**Assignment**: Each entry, as given, must be output unchanged.

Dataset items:
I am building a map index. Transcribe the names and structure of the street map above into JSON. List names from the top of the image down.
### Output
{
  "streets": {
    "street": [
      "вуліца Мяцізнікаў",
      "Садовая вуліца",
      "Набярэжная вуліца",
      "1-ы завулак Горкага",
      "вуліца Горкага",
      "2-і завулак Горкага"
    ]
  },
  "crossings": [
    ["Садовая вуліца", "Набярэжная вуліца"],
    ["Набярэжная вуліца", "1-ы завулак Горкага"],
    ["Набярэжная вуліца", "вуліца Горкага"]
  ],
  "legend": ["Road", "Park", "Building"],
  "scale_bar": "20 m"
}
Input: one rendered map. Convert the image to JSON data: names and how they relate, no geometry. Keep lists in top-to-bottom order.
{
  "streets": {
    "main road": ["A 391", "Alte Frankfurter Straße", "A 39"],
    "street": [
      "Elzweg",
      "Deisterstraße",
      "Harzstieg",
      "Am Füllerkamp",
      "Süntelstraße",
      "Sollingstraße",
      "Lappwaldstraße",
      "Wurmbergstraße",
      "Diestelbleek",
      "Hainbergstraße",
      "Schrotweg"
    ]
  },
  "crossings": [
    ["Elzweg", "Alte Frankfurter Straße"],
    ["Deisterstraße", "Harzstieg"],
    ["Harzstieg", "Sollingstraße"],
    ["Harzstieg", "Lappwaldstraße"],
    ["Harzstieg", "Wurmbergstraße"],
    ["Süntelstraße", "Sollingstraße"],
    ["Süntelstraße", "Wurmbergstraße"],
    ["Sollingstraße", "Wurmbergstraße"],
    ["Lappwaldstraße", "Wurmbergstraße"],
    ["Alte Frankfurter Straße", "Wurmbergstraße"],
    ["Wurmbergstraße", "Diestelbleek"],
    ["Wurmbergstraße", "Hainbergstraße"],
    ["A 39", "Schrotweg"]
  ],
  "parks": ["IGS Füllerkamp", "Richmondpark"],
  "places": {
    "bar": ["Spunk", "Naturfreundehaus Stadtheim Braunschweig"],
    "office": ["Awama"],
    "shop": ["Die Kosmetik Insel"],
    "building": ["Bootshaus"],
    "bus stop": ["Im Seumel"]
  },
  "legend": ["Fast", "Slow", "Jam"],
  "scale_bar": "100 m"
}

**Output below**:
I am building a map index. Transcribe the names and structure of the street map above into JSON. List names from the top of the image down.
### Output
{
  "streets": {
    "street": [
      "вуліца Мяцізнікаў",
      "Садовая вуліца",
      "Набярэжная вуліца",
      "1-ы завулак Горкага",
      "вуліца Горкага",
      "2-і завулак Горкага"
    ]
  },
  "crossings": [
    ["Садовая вуліца", "Набярэжная вуліца"],
    ["Набярэжная вуліца", "1-ы завулак Горкага"],
    ["Набярэжная вуліца", "вуліца Горкага"]
  ],
  "legend": ["Road", "Park", "Building"],
  "scale_bar": "20 m"
}
Input: one rendered map. Convert the image to JSON data: names and how they relate, no geometry. Keep lists in top-to-bottom order.
{
  "streets": {
    "main road": ["A 391", "Alte Frankfurter Straße", "A 39"],
    "street": [
      "Elzweg",
      "Deisterstraße",
      "Harzstieg",
      "Am Füllerkamp",
      "Süntelstraße",
      "Sollingstraße",
      "Lappwaldstraße",
      "Wurmbergstraße",
      "Diestelbleek",
      "Hainbergstraße",
      "Schrotweg"
    ]
  },
  "crossings": [
    ["Elzweg", "Alte Frankfurter Straße"],
    ["Deisterstraße", "Harzstieg"],
    ["Harzstieg", "Sollingstraße"],
    ["Harzstieg", "Lappwaldstraße"],
    ["Harzstieg", "Wurmbergstraße"],
    ["Süntelstraße", "Sollingstraße"],
    ["Süntelstraße", "Wurmbergstraße"],
    ["Sollingstraße", "Wurmbergstraße"],
    ["Lappwaldstraße", "Wurmbergstraße"],
    ["Alte Frankfurter Straße", "Wurmbergstraße"],
    ["Wurmbergstraße", "Diestelbleek"],
    ["Wurmbergstraße", "Hainbergstraße"],
    ["A 39", "Schrotweg"]
  ],
  "parks": ["IGS Füllerkamp", "Richmondpark"],
  "places": {
    "bar": ["Spunk", "Naturfreundehaus Stadtheim Braunschweig"],
    "office": ["Awama"],
    "shop": ["Die Kosmetik Insel"],
    "building": ["Bootshaus"],
    "bus stop": ["Im Seumel"]
  },
  "legend": ["Fast", "Slow", "Jam"],
  "scale_bar": "100 m"
}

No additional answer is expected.